> **What is expected**: What you return should match the data below exactly, with no pictures in it.

(Given data begins)

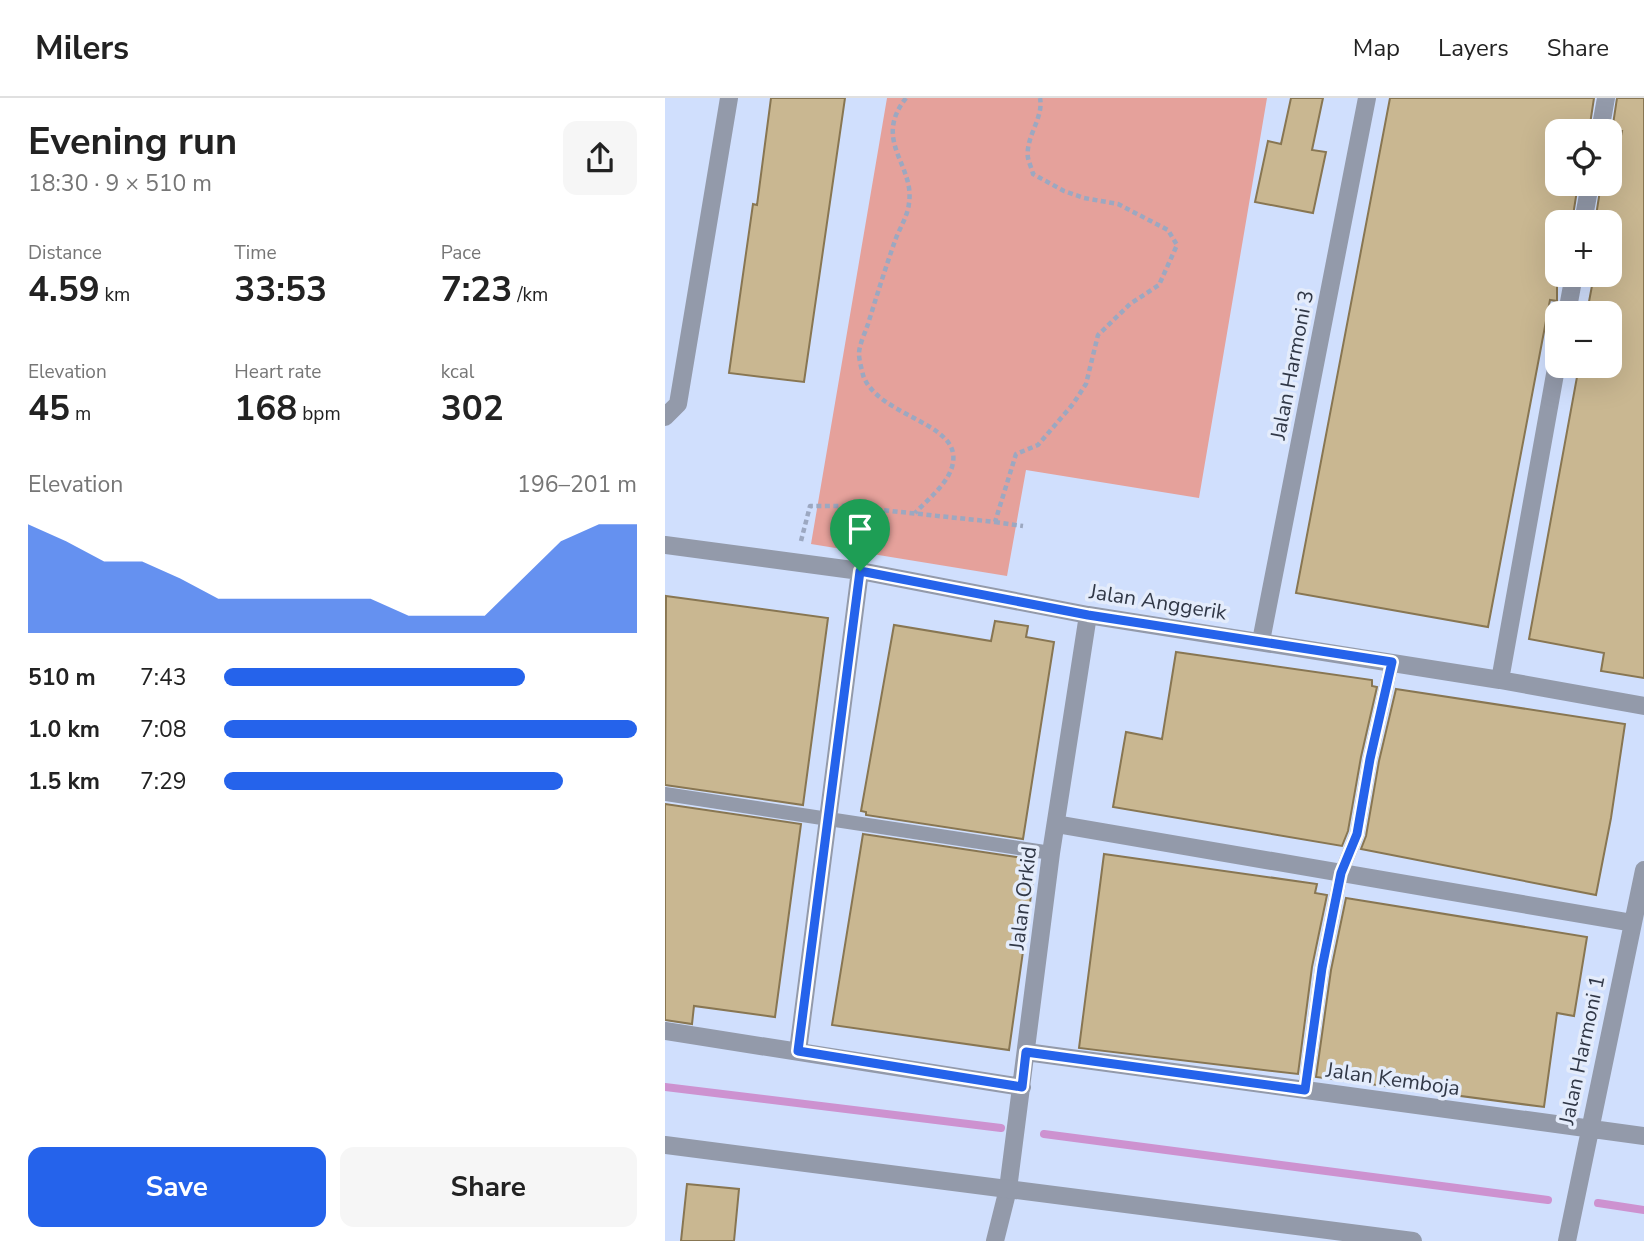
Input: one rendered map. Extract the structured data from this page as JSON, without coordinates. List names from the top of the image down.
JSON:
{
  "streets": {
    "street": [
      "Jalan Harmoni 3",
      "Jalan Anggerik",
      "Jalan Orkid",
      "Jalan Harmoni 1",
      "Jalan Kemboja"
    ]
  },
  "crossings": [
    ["Jalan Harmoni 3", "Jalan Anggerik"],
    ["Jalan Anggerik", "Jalan Orkid"],
    ["Jalan Orkid", "Jalan Kemboja"],
    ["Jalan Harmoni 1", "Jalan Kemboja"]
  ],
  "page": {
    "header": "Milers",
    "nav": ["Map", "Layers", "Share"],
    "heading": ["Evening run", "18:30 · 9 × 510 m"],
    "map_buttons": ["+", "−"],
    "stats": [
      ["Distance", "4.59 km"],
      ["Time", "33:53"],
      ["Pace", "7:23 /km"],
      ["Elevation", "45 m"],
      ["Heart rate", "168 bpm"],
      ["kcal", "302"]
    ],
    "chart": ["Elevation", "196–201 m"],
    "list": [
      {
        "name": "510 m",
        "note": "7:43"
      },
      {
        "name": "1.0 km",
        "note": "7:08"
      },
      {
        "name": "1.5 km",
        "note": "7:29"
      }
    ],
    "buttons": ["Save", "Share"]
  }
}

(Given data ends)

> **Solved problem**:
Input: one rendered map. Extract the structured data from this page as JSON, without coordinates. List names from the top of the image down.
JSON:
{
  "streets": {
    "street": [
      "Jalan Harmoni 3",
      "Jalan Anggerik",
      "Jalan Orkid",
      "Jalan Harmoni 1",
      "Jalan Kemboja"
    ]
  },
  "crossings": [
    ["Jalan Harmoni 3", "Jalan Anggerik"],
    ["Jalan Anggerik", "Jalan Orkid"],
    ["Jalan Orkid", "Jalan Kemboja"],
    ["Jalan Harmoni 1", "Jalan Kemboja"]
  ],
  "page": {
    "header": "Milers",
    "nav": ["Map", "Layers", "Share"],
    "heading": ["Evening run", "18:30 · 9 × 510 m"],
    "map_buttons": ["+", "−"],
    "stats": [
      ["Distance", "4.59 km"],
      ["Time", "33:53"],
      ["Pace", "7:23 /km"],
      ["Elevation", "45 m"],
      ["Heart rate", "168 bpm"],
      ["kcal", "302"]
    ],
    "chart": ["Elevation", "196–201 m"],
    "list": [
      {
        "name": "510 m",
        "note": "7:43"
      },
      {
        "name": "1.0 km",
        "note": "7:08"
      },
      {
        "name": "1.5 km",
        "note": "7:29"
      }
    ],
    "buttons": ["Save", "Share"]
  }
}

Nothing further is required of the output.